Across the entries below, tally every line that holds the string "linejoin" and reply with the number only.

Provided entries
# # # # # # #
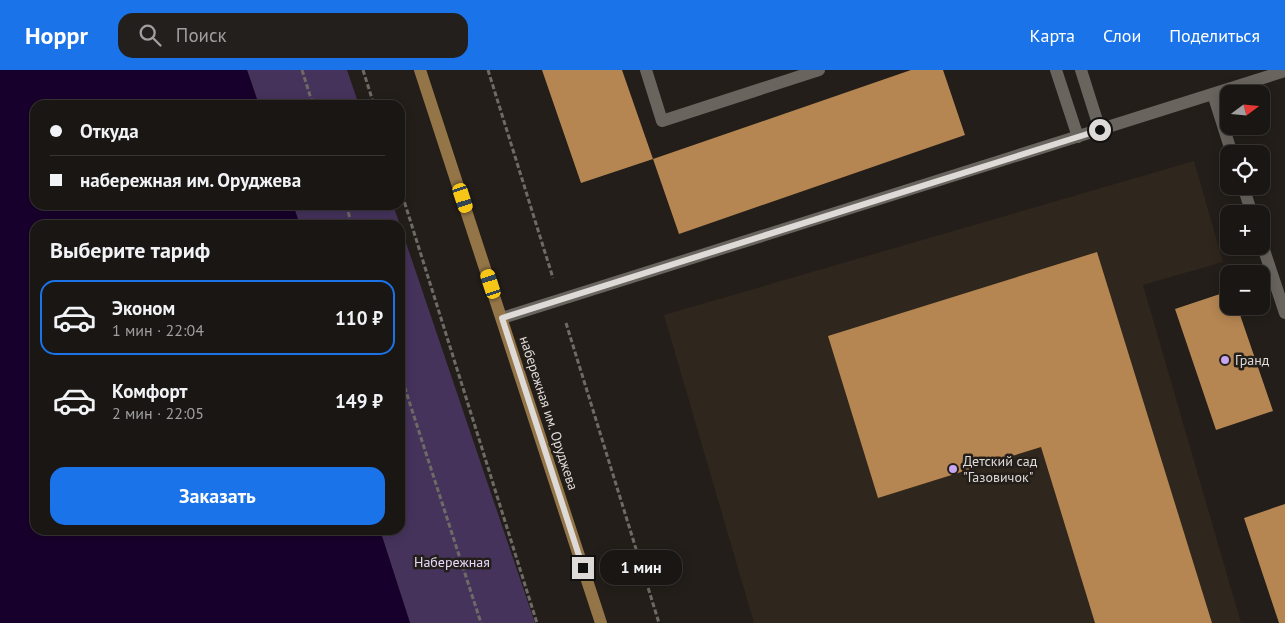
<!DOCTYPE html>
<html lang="ru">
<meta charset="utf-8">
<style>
:root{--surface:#1a1613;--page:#231f1c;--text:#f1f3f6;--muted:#9f9fa0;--line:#383533;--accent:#1a73e8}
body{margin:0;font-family:"PT Sans",sans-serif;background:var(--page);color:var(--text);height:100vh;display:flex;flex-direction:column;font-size:19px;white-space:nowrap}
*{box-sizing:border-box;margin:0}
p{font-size:16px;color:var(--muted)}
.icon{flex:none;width:28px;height:28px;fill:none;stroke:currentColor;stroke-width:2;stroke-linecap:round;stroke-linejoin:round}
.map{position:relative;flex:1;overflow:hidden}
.side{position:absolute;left:30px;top:150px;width:375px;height:315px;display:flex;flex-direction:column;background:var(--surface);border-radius:15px;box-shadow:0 2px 12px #0003,0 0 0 1px var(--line)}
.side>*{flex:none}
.guide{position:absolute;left:30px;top:30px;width:375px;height:110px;border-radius:15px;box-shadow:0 2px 12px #0003,0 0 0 1px var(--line);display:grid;align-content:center;height:110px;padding:0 20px;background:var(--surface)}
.needle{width:32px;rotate:74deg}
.fabs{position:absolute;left:1220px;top:15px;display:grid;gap:10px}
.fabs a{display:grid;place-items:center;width:50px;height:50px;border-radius:10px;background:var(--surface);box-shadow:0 2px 12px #0003,0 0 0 1px var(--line);font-size:25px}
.end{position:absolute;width:22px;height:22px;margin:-11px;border:6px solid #dedad7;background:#111;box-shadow:0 0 0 2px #111}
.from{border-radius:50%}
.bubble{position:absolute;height:35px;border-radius:15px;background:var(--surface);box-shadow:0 2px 12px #0003,0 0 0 1px var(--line);font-size:16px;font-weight:700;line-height:35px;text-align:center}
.car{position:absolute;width:15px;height:30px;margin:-15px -8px;border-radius:6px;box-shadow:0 0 4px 1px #0007;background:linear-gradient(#f5c518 24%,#345 0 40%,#f5c518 0 76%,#345 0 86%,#f5c518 0)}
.guide b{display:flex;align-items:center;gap:18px;height:48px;font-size:19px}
.guide b+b{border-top:1px solid var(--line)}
.guide i{width:12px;height:12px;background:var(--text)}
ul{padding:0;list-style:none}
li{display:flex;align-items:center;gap:15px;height:75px;margin:0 10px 8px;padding:0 10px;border:2px solid transparent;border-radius:15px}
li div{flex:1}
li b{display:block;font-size:19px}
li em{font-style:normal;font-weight:700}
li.current{border-color:var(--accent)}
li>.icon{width:45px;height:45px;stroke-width:1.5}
h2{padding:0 20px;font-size:22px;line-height:60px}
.primary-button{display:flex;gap:10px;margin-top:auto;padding:10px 20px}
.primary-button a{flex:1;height:58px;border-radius:15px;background:var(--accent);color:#fff;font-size:20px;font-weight:700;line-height:58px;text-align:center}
header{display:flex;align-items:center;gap:30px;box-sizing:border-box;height:70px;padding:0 25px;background:var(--accent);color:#fff}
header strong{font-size:24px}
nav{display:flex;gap:28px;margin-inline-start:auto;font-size:18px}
.search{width:350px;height:45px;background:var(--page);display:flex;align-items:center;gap:12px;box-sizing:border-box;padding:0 18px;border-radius:15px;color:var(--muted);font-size:19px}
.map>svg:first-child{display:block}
.built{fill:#2f261d}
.green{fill:#46335c}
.water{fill:#18002c}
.building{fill:#b58652}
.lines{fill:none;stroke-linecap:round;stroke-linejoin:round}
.path{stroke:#6e6a65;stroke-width:3;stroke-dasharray:5 2.5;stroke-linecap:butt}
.lane{stroke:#69645e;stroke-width:12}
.secondary{stroke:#947547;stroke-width:12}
.route{stroke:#dedad7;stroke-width:6}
.poi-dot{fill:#c7a6ef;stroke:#231e19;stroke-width:2}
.labels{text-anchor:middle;stroke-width:5;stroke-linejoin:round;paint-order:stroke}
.poi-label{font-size:14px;fill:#dedad7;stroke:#231e19;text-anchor:start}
.street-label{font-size:14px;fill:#dedad7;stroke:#231e19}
.park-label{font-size:14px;fill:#e7d9fb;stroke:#231e19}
</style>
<header>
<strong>Hoppr</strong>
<div class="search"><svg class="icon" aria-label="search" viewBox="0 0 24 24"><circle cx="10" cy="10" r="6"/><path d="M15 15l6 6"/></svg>Поиск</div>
<nav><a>Карта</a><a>Слои</a><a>Поделиться</a></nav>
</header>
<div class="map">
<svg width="1285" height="553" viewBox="0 0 1285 553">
<rect width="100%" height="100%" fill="#231e19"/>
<!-- built -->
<path class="built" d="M 1194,91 L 1223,192 L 1143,215 L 1241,553 L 754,553 L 664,245 Z"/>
<!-- green -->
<path class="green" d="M 247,0 L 347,0 L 359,35 L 259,35 Z
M 293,135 L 393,135 L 400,155 L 300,155 Z
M 400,155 L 535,553 L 410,553 L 380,460 L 400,460 Z"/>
<!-- water -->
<path class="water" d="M 0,0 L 247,0 L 259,35 L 35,35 L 35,135 L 293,135 L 300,155 L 35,155 L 35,460 L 380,460 L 410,553 L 0,553 Z"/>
<!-- building -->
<path class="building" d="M 542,0 L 622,0 L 653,89 L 581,113 Z
M 911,0 L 943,0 L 965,65 L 679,164 L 653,89 Z
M 1097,182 L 1212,553 L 1095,553 L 1041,377 L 878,428 L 828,266 Z
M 1229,221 L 1229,236 L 1237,236 L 1273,341 L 1216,360 L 1175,239 Z
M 1285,434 L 1285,553 L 1279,553 L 1244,448 Z"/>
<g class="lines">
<!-- path -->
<path class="path" d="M 302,0 L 313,35
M 363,0 L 374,35
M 488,0 L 553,208
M 400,118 L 537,553
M 346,135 L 352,155
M 566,253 L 659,553
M 400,303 L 481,553"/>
<!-- lane -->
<path class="lane" d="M 646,0 L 662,51 L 819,0
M 1056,0 L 1078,67
M 1081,0 L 1100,60
M 1213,24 L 1232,84
M 1243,116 L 1252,144
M 1261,171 L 1285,243
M 502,248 L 1285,1"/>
<!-- secondary -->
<path class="secondary" d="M 420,0 L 601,553"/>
</g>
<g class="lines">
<!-- route -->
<path class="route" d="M 583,498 L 502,248 L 1100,60"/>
</g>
<!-- markers -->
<g class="poi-dot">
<circle cx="1225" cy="290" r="5"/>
<circle cx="953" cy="399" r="5"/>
</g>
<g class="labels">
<!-- poi labels -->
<g class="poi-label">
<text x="1235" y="295">Гранд</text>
<text x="963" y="396">Детский сад<tspan x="963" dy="16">"Газовичок"</tspan></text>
</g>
<!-- street labels -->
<g class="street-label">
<text transform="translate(549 343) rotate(72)" y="5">набережная им. Оруджева</text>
</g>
<!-- park labels -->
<g class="park-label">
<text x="452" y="497">Набережная</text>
</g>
</g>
</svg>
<div class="fabs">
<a><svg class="needle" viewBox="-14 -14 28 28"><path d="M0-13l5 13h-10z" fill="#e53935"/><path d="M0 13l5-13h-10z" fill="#9f9fa0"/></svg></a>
<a><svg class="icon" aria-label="locate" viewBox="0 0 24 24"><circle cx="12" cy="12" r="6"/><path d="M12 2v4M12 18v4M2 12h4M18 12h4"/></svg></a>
<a>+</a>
<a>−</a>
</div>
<i class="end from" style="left:1100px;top:60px"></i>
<i class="end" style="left:583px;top:498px"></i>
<div class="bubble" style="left:600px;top:480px;width:82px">1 мин</div>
<i class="car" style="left:463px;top:128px;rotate:162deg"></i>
<i class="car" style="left:491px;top:214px;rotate:342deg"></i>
<div class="guide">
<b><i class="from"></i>Откуда</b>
<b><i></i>набережная им. Оруджева</b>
</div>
<section class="side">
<h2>Выберите тариф</h2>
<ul>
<li class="current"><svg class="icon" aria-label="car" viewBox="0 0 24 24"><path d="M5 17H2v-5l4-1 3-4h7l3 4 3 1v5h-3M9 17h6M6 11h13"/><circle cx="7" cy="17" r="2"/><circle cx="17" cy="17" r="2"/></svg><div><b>Эконом</b><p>1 мин · 22:04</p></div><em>110 ₽</em></li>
<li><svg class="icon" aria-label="car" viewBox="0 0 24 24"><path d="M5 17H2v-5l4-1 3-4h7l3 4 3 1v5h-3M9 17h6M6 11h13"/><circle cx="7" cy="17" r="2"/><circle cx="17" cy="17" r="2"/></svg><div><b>Комфорт</b><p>2 мин · 22:05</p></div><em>149 ₽</em></li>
</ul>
<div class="primary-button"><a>Заказать</a></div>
</section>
</div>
# # # # # # #
Result
3